Deary is happiest as an actor, currently in the BBC2 Friday morning series Henry's Wives. He diversified into writing in order to create a play suitable for the cast of his theatre group and is now famed for his "Horrible Histories", a subversive, child's-eye take on the past. His stage adaptations of The Terrible Tudors and The Vile Victorians are on tour (now at The Lowry, Salford). But in terms of work, he cut his teeth - and possibly his fingers - at his father's butcher's premises, where from the early Fifties onwards he spent every Saturday between the ages of five and 18.
"Every scrap of meat would be scraped from the bone. I never eat sausages to this day without thinking of what we used to put in them. If the meat fell on the floor, we would pick it up and put it in the mincer - with the sawdust on it." Terry had to arrange groups of three "links" or sausages that weighed exactly a quarter of a pound. Costing sixpence, this would feed a family of three.
"The thing I particularly enjoyed was carrying a whole sheep on my shoulder and putting it in the freezer; I felt like Superman. That was dangerous too: it was a source of fascination to me that you could die pretty quickly if you were locked in. There was an exit button inside it but you couldn't see it, as the light went out when the door was closed."
By the time young Terry was eight, he was making deliveries to the nearby streets in the poverty-stricken Hendon area of Sunderland: "It was a shipyard area and so was bombed in the war. Some of the houses had no external doors. In the summer, the children ran around with no trousers.

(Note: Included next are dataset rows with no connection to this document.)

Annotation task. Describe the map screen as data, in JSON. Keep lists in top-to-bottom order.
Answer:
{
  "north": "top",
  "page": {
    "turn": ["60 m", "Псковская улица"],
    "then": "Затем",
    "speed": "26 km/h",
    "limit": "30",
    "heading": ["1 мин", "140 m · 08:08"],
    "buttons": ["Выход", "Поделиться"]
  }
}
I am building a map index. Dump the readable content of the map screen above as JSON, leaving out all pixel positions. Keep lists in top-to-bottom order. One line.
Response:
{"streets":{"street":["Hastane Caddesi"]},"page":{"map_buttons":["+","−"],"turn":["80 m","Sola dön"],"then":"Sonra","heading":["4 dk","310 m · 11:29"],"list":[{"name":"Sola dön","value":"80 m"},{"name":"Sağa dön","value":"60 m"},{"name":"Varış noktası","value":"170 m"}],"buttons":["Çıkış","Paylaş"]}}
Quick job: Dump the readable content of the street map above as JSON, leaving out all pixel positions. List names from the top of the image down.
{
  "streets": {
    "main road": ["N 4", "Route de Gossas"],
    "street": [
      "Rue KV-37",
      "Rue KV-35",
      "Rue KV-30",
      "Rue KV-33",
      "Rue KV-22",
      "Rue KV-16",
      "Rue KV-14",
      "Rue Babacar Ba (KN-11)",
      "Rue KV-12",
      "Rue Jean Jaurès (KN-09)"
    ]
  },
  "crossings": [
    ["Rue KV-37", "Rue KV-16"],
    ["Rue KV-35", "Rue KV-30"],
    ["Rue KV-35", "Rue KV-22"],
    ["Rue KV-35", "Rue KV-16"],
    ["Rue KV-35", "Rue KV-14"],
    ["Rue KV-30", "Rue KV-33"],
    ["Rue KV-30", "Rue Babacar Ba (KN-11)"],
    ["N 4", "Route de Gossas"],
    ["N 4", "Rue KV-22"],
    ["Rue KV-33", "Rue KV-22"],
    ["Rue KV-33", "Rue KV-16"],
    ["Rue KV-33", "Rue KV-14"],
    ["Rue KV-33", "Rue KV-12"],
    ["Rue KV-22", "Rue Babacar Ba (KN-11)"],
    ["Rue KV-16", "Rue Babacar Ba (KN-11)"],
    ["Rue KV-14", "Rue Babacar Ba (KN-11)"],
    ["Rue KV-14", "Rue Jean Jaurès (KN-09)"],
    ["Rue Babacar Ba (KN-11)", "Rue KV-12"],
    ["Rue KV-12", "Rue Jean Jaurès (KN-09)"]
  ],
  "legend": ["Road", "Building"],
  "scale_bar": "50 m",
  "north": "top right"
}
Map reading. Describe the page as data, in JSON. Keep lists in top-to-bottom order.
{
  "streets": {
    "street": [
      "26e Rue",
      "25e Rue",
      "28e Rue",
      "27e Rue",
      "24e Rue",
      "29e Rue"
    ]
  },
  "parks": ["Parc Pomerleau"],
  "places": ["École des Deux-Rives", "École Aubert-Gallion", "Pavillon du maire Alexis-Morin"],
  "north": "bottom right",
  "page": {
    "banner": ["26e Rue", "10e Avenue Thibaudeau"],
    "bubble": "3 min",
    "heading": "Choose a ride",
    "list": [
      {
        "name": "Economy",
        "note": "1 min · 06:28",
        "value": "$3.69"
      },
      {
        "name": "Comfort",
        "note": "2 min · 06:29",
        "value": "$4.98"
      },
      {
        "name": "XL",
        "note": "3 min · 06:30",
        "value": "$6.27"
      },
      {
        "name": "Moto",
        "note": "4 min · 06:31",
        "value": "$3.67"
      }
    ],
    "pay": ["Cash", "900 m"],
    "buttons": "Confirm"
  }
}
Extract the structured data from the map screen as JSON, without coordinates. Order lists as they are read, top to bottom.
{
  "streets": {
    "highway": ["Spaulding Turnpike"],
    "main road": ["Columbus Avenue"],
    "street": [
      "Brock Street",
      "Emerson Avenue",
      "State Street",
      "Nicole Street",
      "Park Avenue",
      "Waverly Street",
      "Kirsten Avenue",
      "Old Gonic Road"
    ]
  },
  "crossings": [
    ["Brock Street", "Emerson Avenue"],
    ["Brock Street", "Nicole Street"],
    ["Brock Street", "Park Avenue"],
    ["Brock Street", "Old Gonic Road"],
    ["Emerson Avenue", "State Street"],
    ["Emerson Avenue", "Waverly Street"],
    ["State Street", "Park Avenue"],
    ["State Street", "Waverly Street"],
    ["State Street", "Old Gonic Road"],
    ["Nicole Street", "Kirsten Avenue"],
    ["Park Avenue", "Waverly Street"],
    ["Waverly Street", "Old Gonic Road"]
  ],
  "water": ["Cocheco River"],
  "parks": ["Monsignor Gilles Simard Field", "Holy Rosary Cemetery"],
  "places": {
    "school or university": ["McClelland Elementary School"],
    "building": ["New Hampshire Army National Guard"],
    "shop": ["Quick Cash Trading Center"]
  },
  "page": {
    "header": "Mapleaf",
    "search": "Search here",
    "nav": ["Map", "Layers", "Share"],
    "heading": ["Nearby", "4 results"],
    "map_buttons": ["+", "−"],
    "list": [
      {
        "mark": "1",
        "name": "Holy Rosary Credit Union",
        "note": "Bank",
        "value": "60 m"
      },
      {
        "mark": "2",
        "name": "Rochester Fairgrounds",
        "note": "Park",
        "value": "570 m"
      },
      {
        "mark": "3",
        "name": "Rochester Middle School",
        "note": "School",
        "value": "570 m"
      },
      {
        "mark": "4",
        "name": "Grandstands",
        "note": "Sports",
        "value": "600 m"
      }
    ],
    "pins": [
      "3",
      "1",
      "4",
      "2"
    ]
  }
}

I still remember clearly the smell of the houses: dead cats and vinegar."
As the town expanded, "William Deary Master Butcher & Ship's Chandler" (as it was known, though Terry has no memory of ever supplying a ship) invested in a bicycle so that Terry could deliver to the new estates. "I was so privileged to be surrounded by poverty: it makes you realise what you have and I don't take anything for granted. I am grateful that I can make a good living from what I enjoy. It has also given me a deep suspicion of the rich and privileged."
Acting in the Henry "off with their heads" VIII series can't have helped dispel that suspicion much.
'Flight of the Fire Thief' by Terry Deary is just out (Kingfisher, £7.99)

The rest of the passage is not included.